Hilda Davis of COPE (Caring Over People's Emotions)

Hilda introduced her talk by reflecting on Maslow's Hierarchy of Needs and holistic approaches, based on seeing the "whole person" in context of their whole lives. Hilda described challenges to engagement, which included stigma and fear, pride and denial, learning style, awareness and expectation and setting priorities.

Existing healthcare models are still designed around acute, reactive care which does not lend itself to encouraging self care. There is a need to improve the way services are designed and offered. Working in partnership in communities will pay great dividends, especially when local people are involved in the creation of services. Primary care had much to gain by knowing the quality of voluntary sector services and how to refer.

One key challenge for developing local groups are separate funding streams; chasing funds demands time and energy. Another challenge was having to change priorities to match trends, for instance, just as a service is developed and the need established, resources may directed at new priorities. This means more effort may be directed at applying for funds than for developing local responses. Hilda described a pragmatic approach like a fajita - bend and fold the funding to ensure you respond to local need but still fit with funders' priorities.

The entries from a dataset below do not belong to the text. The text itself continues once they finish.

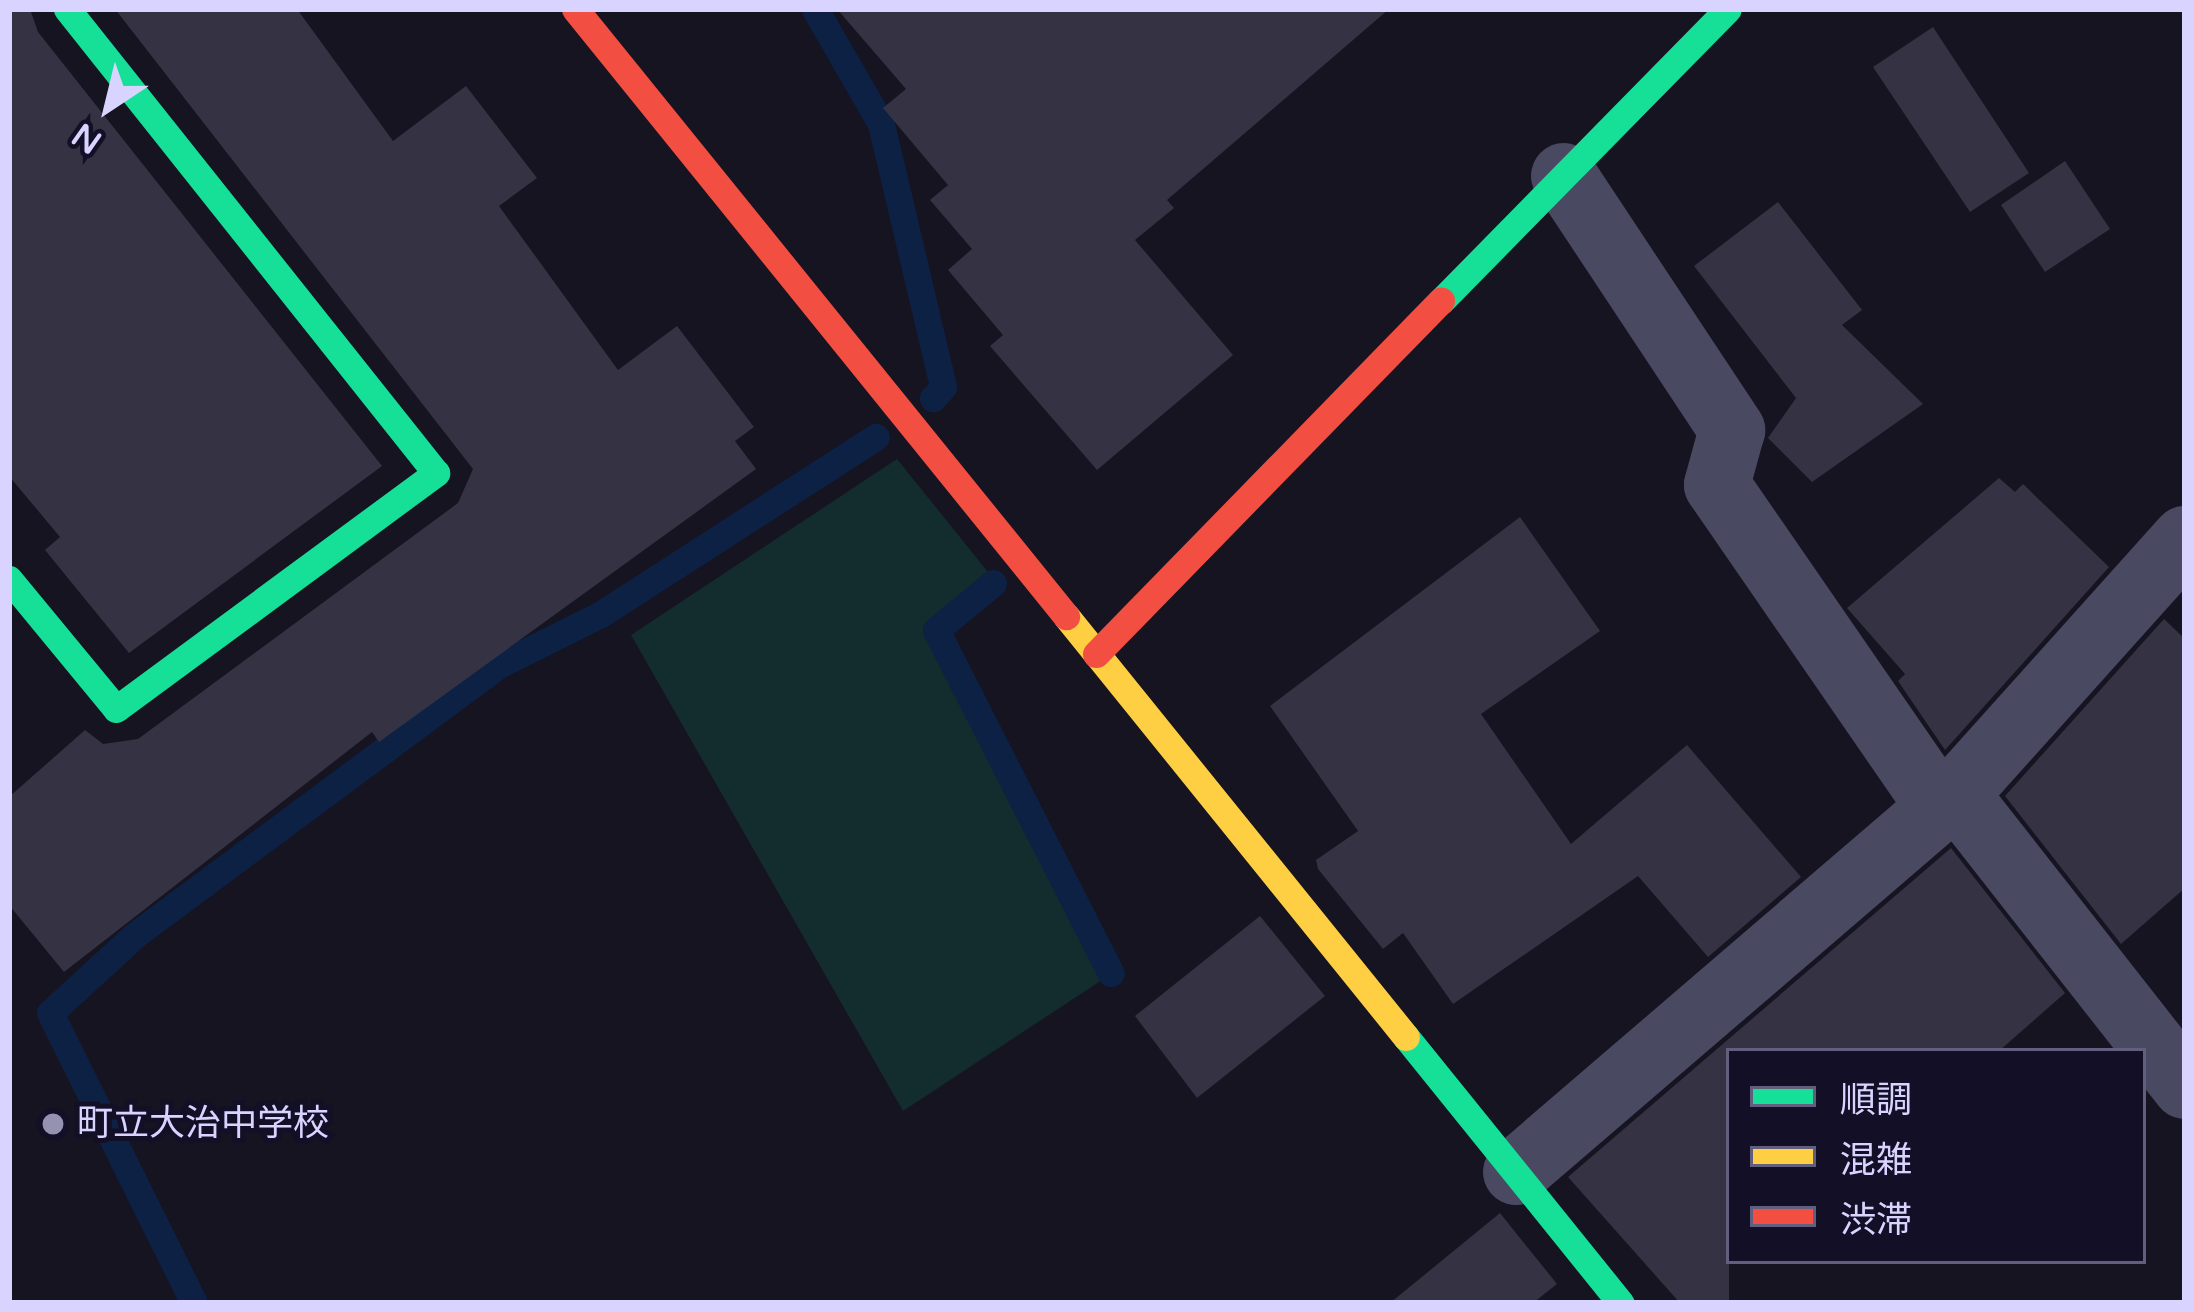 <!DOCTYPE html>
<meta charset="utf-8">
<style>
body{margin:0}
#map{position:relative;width:2194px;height:1312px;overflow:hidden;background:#161421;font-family:"Varela Round","Noto Sans JP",sans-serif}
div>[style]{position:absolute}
.green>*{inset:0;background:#132c2d}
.stream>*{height:27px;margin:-13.5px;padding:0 13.5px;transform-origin:13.5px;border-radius:13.5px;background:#0d2144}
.building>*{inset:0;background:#343243}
.street>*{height:66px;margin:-33px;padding:0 33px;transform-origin:33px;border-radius:33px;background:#4a4962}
.fast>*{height:27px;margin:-13.5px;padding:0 13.5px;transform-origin:13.5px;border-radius:13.5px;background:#16e098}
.slow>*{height:27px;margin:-13.5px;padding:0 13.5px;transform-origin:13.5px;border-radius:13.5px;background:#ffcf43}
.jam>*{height:27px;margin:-13.5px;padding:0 13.5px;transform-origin:13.5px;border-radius:13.5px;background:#f24e42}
.dots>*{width:33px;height:33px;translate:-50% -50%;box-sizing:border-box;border:6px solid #130f26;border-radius:50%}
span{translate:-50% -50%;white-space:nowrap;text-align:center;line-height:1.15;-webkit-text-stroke:10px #130f26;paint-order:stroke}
.poi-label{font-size:36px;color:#d9d4ff}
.left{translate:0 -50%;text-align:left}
.frame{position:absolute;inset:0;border:12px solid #d9d4ff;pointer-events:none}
.legend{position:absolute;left:1726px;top:1048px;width:420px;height:216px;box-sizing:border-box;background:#130f26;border:3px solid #625e7d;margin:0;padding:15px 21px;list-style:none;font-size:36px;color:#d9d4ff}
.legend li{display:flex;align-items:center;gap:24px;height:60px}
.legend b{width:60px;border:3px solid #625e7d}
.north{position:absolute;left:48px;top:48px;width:120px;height:120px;-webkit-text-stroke:9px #130f26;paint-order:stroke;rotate:215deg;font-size:33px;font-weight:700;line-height:48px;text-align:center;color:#d9d4ff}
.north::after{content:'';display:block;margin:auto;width:42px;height:54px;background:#d9d4ff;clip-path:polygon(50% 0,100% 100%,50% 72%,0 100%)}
</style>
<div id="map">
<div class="green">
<i style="clip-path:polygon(897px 459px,992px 577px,928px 631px,1105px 978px,903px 1111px,631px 635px)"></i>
</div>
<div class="stream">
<i style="left:815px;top:9px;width:133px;rotate:60.1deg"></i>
<i style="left:881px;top:124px;width:270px;rotate:76.7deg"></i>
<i style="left:943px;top:387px;width:15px;rotate:132deg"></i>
<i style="left:993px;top:583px;width:74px;rotate:140.5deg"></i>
<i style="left:936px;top:630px;width:385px;rotate:63deg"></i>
<i style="left:194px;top:1303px;width:324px;rotate:-116.4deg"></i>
<i style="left:50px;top:1013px;width:115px;rotate:-42.5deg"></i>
<i style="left:135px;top:935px;width:453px;rotate:-36.6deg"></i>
<i style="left:499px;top:665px;width:114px;rotate:-26.6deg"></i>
<i style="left:601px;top:614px;width:327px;rotate:-32.8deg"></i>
</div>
<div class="building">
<i style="clip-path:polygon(9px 9px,30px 9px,38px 32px,382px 466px,129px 653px,45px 550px,60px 537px,9px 476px)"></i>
<i style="clip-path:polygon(115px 9px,297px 9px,393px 141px,466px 86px,537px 178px,499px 206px,618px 370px,677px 326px,754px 427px,735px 441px,756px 469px,379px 742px,372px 732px,64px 972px,9px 905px,9px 797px,85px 730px,103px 744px,138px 739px,458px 503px,473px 469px)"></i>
<i style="clip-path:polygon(837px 9px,1389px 9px,1167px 200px,1174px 208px,1135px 240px,1233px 355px,1097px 470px,990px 346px,1003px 335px,948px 270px,972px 249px,930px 200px,948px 185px,883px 108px,906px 89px)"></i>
<i style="clip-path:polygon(1933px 27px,2029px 173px,1970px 212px,1873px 67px)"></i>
<i style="clip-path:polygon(2065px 161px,2110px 229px,2045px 272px,2001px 205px)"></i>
<i style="clip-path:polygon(1778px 202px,1862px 310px,1842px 325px,1923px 404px,1812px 482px,1768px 438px,1796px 398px,1694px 266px)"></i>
<i style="clip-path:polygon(1999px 478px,2015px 492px,2023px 484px,2109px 567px,1945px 750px,1898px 681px,1905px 674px,1847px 608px)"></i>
<i style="clip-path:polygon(1520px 517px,1600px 631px,1481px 714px,1571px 844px,1687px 745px,1801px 877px,1708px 957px,1638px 876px,1453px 1004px,1403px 933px,1383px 949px,1318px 869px,1316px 860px,1358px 831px,1270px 706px)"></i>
<i style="clip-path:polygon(2164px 619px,2185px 639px,2185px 888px,2121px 944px,2005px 796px)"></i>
<i style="clip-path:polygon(1951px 848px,2065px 993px,1999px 1051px,1729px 1051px,1729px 1303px,1680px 1303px,1568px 1177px)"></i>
<i style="clip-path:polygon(1260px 916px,1325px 996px,1197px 1098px,1135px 1016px)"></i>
<i style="clip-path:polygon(1500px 1213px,1557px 1284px,1533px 1303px,1390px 1303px)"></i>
</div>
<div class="street">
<i style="left:1564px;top:176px;width:305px;rotate:56.5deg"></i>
<i style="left:1732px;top:430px;width:57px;rotate:105.3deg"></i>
<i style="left:1717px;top:485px;width:393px;rotate:55.4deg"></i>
<i style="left:1956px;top:794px;width:371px;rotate:51.9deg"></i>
<i style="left:1516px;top:1172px;width:580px;rotate:-40.67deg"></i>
<i style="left:1956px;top:794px;width:343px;rotate:-48.1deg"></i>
</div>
<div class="fast">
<i style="left:1441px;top:301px;width:409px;rotate:-45.5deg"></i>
<i style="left:9px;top:579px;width:168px;rotate:50.5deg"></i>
<i style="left:116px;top:709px;width:398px;rotate:-36.4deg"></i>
<i style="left:436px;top:473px;width:593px;rotate:-128.49deg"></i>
<i style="left:1406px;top:1037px;width:342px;rotate:51.1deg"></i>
</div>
<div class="slow">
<i style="left:1066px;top:616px;width:541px;rotate:51.08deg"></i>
</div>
<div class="jam">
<i style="left:575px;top:9px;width:781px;rotate:51.03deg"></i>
<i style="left:1096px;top:654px;width:494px;rotate:-45.7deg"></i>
</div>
<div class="dots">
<i style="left:53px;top:1124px;background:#9591b1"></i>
</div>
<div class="poi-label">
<span class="left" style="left:77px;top:1124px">町立大治中学校</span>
</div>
<div class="frame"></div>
<ul class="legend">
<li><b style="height:15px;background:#16e098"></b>順調</li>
<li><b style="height:15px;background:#ffcf43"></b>混雑</li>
<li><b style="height:15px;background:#f24e42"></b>渋滞</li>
</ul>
<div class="north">N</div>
</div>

Hilda also highlighted the benefit of supporting social enterprise. Third sector partnering statutory services can generate income which can be re-invested in service development. Joint working makes sense as general practice and local groups share common objectives.

Peter Ashe - the ALISS project

Peter's presentation addressed the need for practices and community organisations to be able to find information about local support easily, which is the aim of the ALISS project. (Access to Local Information to Support Self Management).8 Peter outlined the process of loading directories of resources gathered by the Links practices' into the ALISS Engine. The data was presented by practices in different formats and was edited before being uploaded. Peter demonstrated the easy process of uploading a local asset into the Engine, and showed the value of a shared 'national local index' vis-à-vis individual Practice databases. Peter described an example of community asset-mapping which will inform future data-gathering by general practices. Peter concluded by addressing the 'quality assurance' concern associated with collecting the informal support which people often find useful. He described the user designed 'distributed collaborative curation' for contributions from individuals and a variety of groups who provide support for self-management of long term conditions.